Jueves 2º de Pascua
Hch 5, 27-33; Jn 3, 31-36
Queridos hermanos:
Después del tiempo de la entrega de Cristo —en el que Dios Padre lo entrega por amor; los sumos sacerdotes, por envidia; y Judas, por avaricia—, después del tiempo de la elección de los testigos de la Resurrección, a quienes Cristo ha llamado personalmente, ha comenzado el tiempo del testimonio. En la primera lectura, el Espíritu y la Iglesia testifican juntos; y en el Evangelio se nos hace presente el testimonio de Cristo a través de la iniciación de Nicodemo en su itinerario bautismal.
Así
como Juan Bautista ha dado testimonio de Cristo con sus palabras, el Espíritu
lo ha testificado con sus obras, y Cristo ha testificado con sus palabras y con
sus obras lo que ha visto y oído del Padre.
Frente
a la muerte consecuencia del pecado, que ha sometido al hombre a la ira de Dios, su amor es
vida, perdón y misericordia, decretados en el seno de Dios y proclamados por
Cristo, quien los ofrece a todos gratuitamente mediante el testimonio de su
entrega. Testimonio que, viniendo del cielo, expresa la verdad de Dios y su
voluntad salvadora.
Acoger
el testimonio de Cristo es creer, por tanto, en el amor del Padre y recibir de
Él la vida eterna, siendo arrancados de la muerte a la que fuimos sometidos por
el pecado, gracias a su muerte de cruz.
En
Cristo vive Dios mismo; en Él está Dios; Él es el Cielo, y en sus manos ha
puesto Dios todas las cosas: nuestro perdón y la salvación que gratuitamente se
nos ofrece a quienes, por el pecado, entramos bajo su ira. Creer en Cristo es
entrar en comunión con Dios, en su amistad, y recibir su Espíritu de vida
eterna.
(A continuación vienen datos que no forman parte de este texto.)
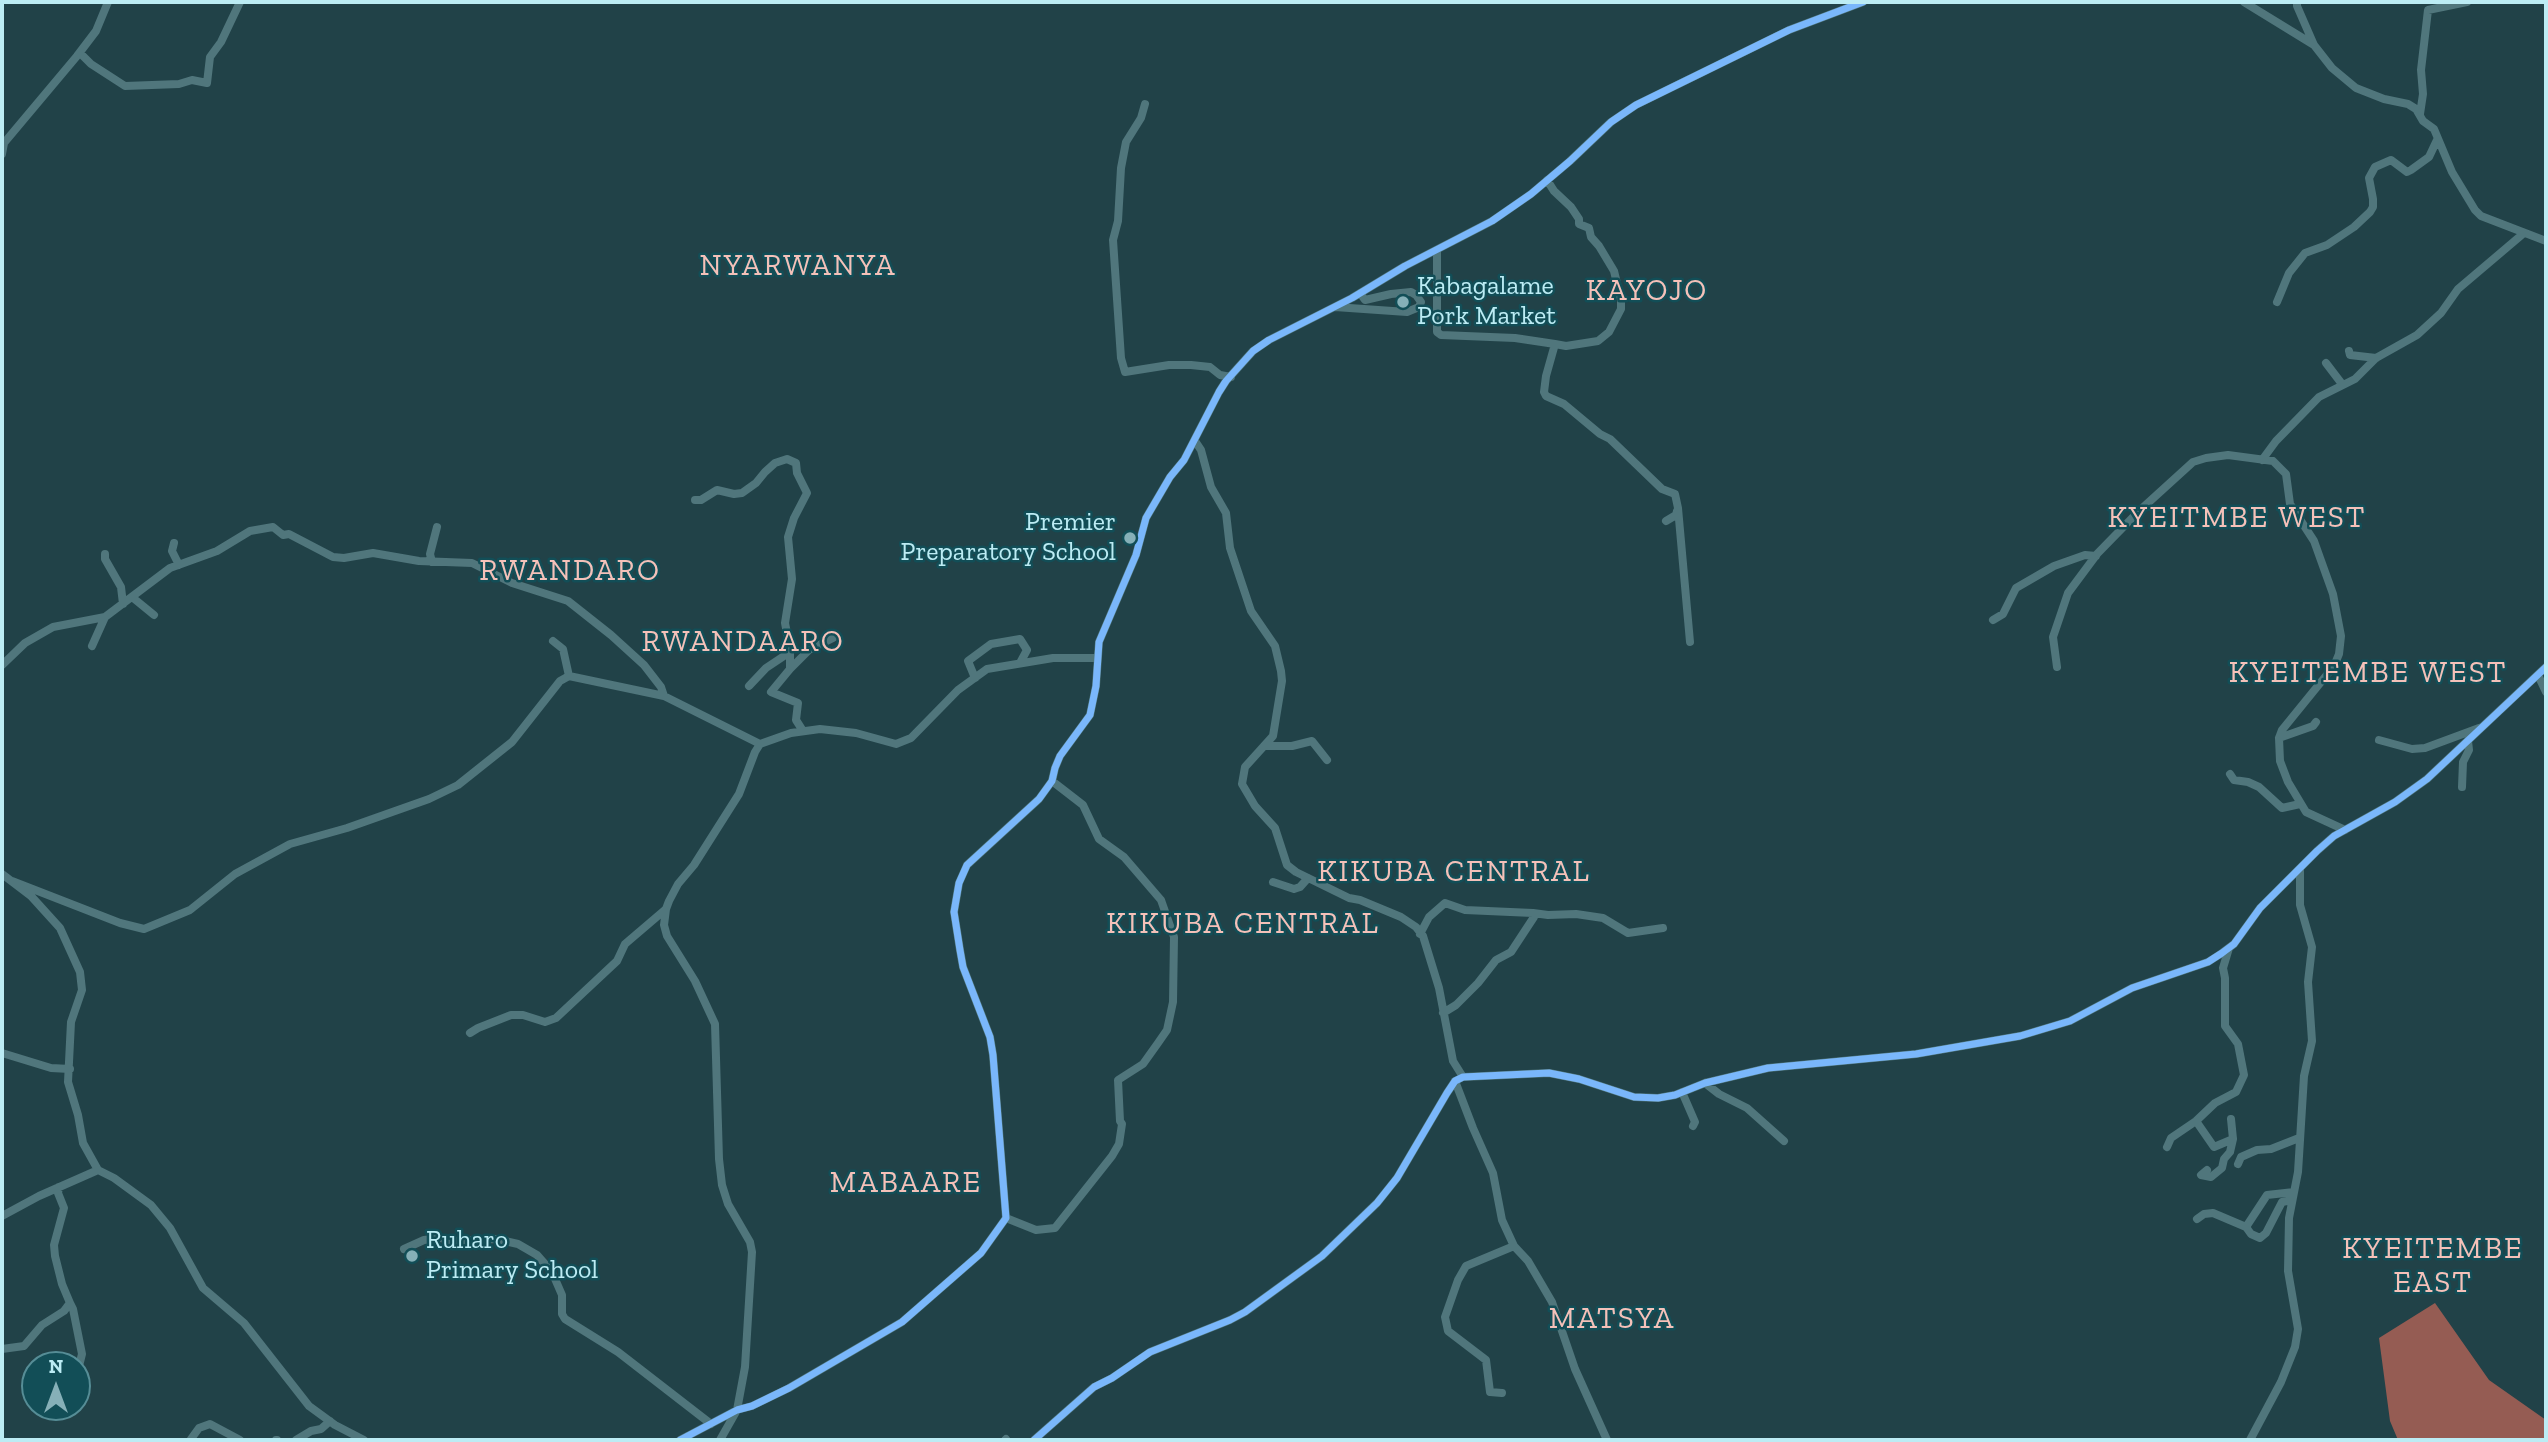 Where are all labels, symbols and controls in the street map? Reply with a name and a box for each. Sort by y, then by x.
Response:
district label: NYARWANYA [701,248,895,284]
place label: Kabagalame Pork Market [1417,271,1556,332]
district label: KAYOJO [1587,273,1707,309]
marker: Kabagalame Pork Market [1395,294,1411,310]
district label: KYEITMBE WEST [2109,500,2365,536]
place label: Premier Preparatory School [900,507,1116,568]
marker: Premier Preparatory School [1122,530,1138,546]
district label: RWANDARO [480,553,660,589]
district label: RWANDAARO [643,624,843,660]
district label: KYEITEMBE WEST [2231,655,2505,691]
district label: KIKUBA CENTRAL [1319,854,1589,890]
district label: KIKUBA CENTRAL [1108,906,1378,942]
district label: MABAARE [831,1165,981,1201]
place label: Ruharo Primary School [426,1225,598,1286]
district label: KYEITEMBE EAST [2343,1231,2523,1302]
marker: Ruharo Primary School [404,1248,420,1264]
district label: MATSYA [1550,1301,1674,1337]
north arrow [21,1351,91,1421]
text: N [49,1355,63,1378] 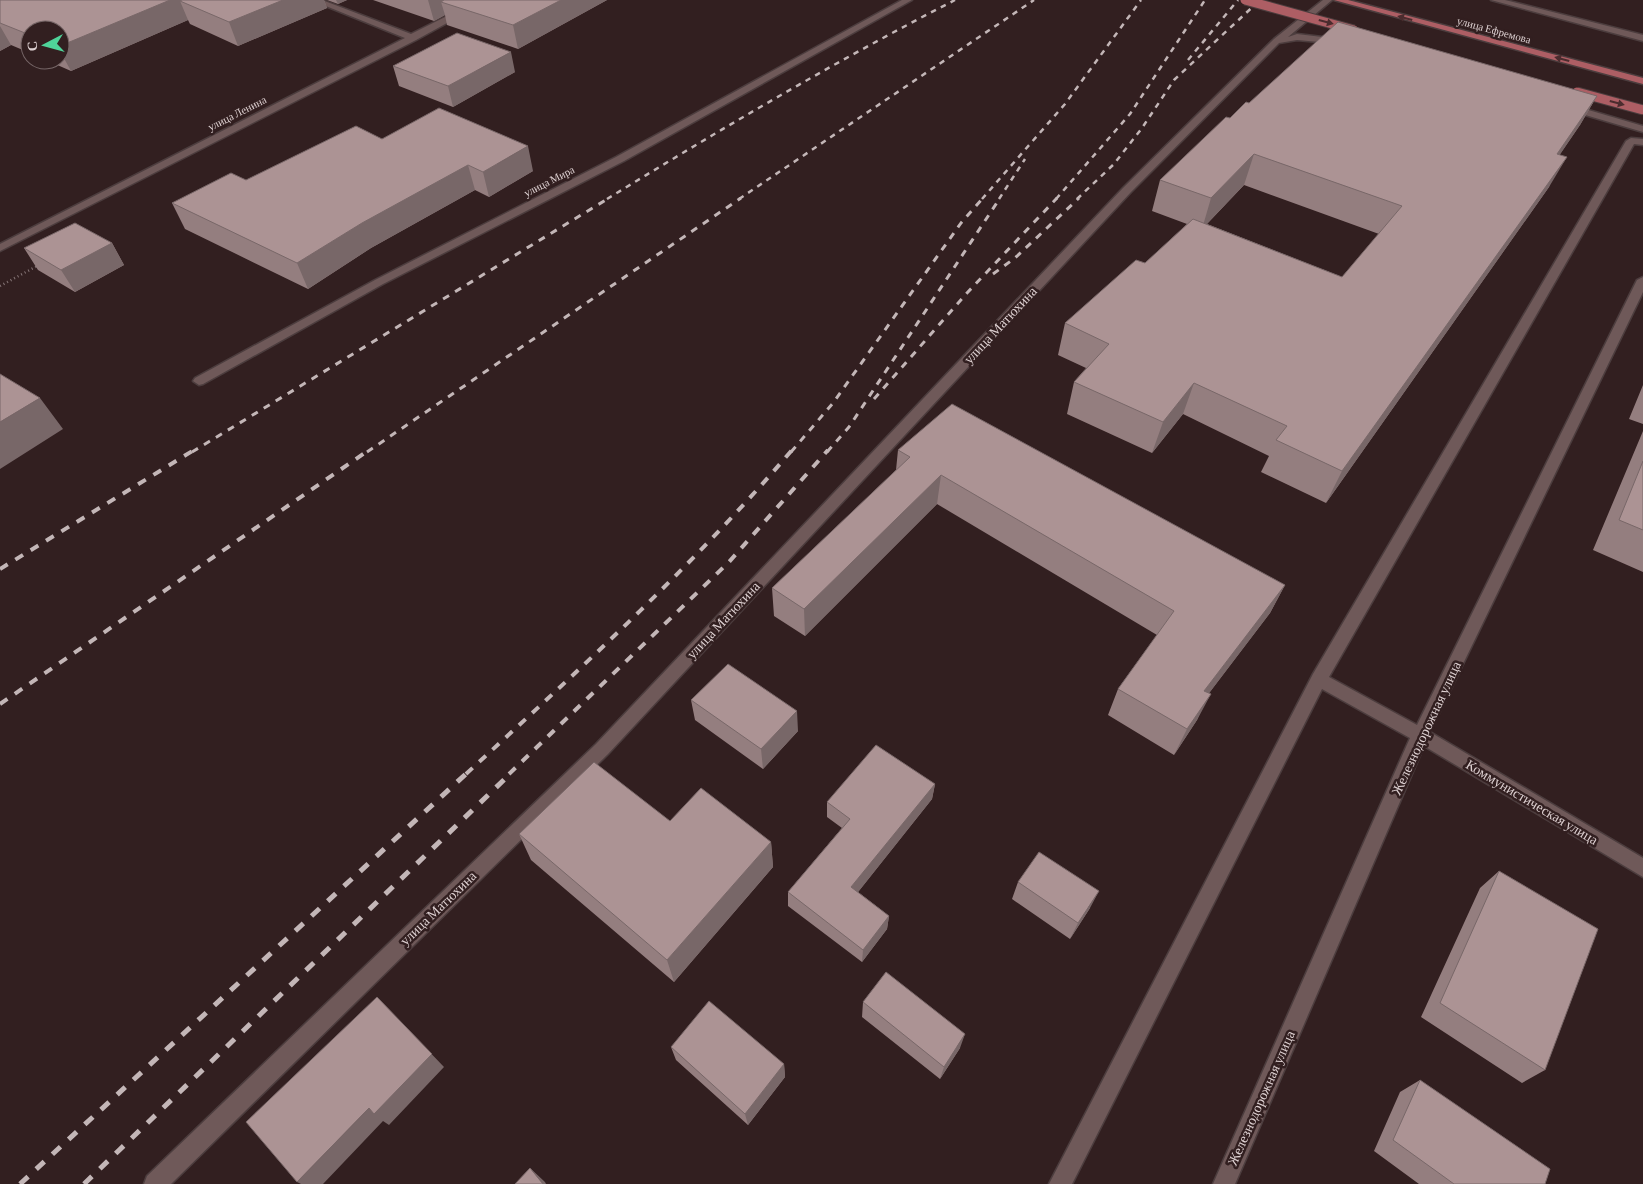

Creer es unirse a su testimonio, que es rechazado por muchos; creer es
reconocer la Verdad en Dios y la mentira en quien lo niega.
Nosotros
no sólo somos invitados a la esperanza, sino a recibir al Esperado de todos los
hombres y de todos los tiempos: al Prometido a los Patriarcas, al Anunciado por
los Profetas.
Cristo,
Palabra del Padre, Verdad del Padre, se nos da como amor del Padre: carne y
sangre de vida eterna bajada del cielo, que quiere unirnos a sí. Eucaristía
celeste que nos abre de par en par sus entrañas en la tierra.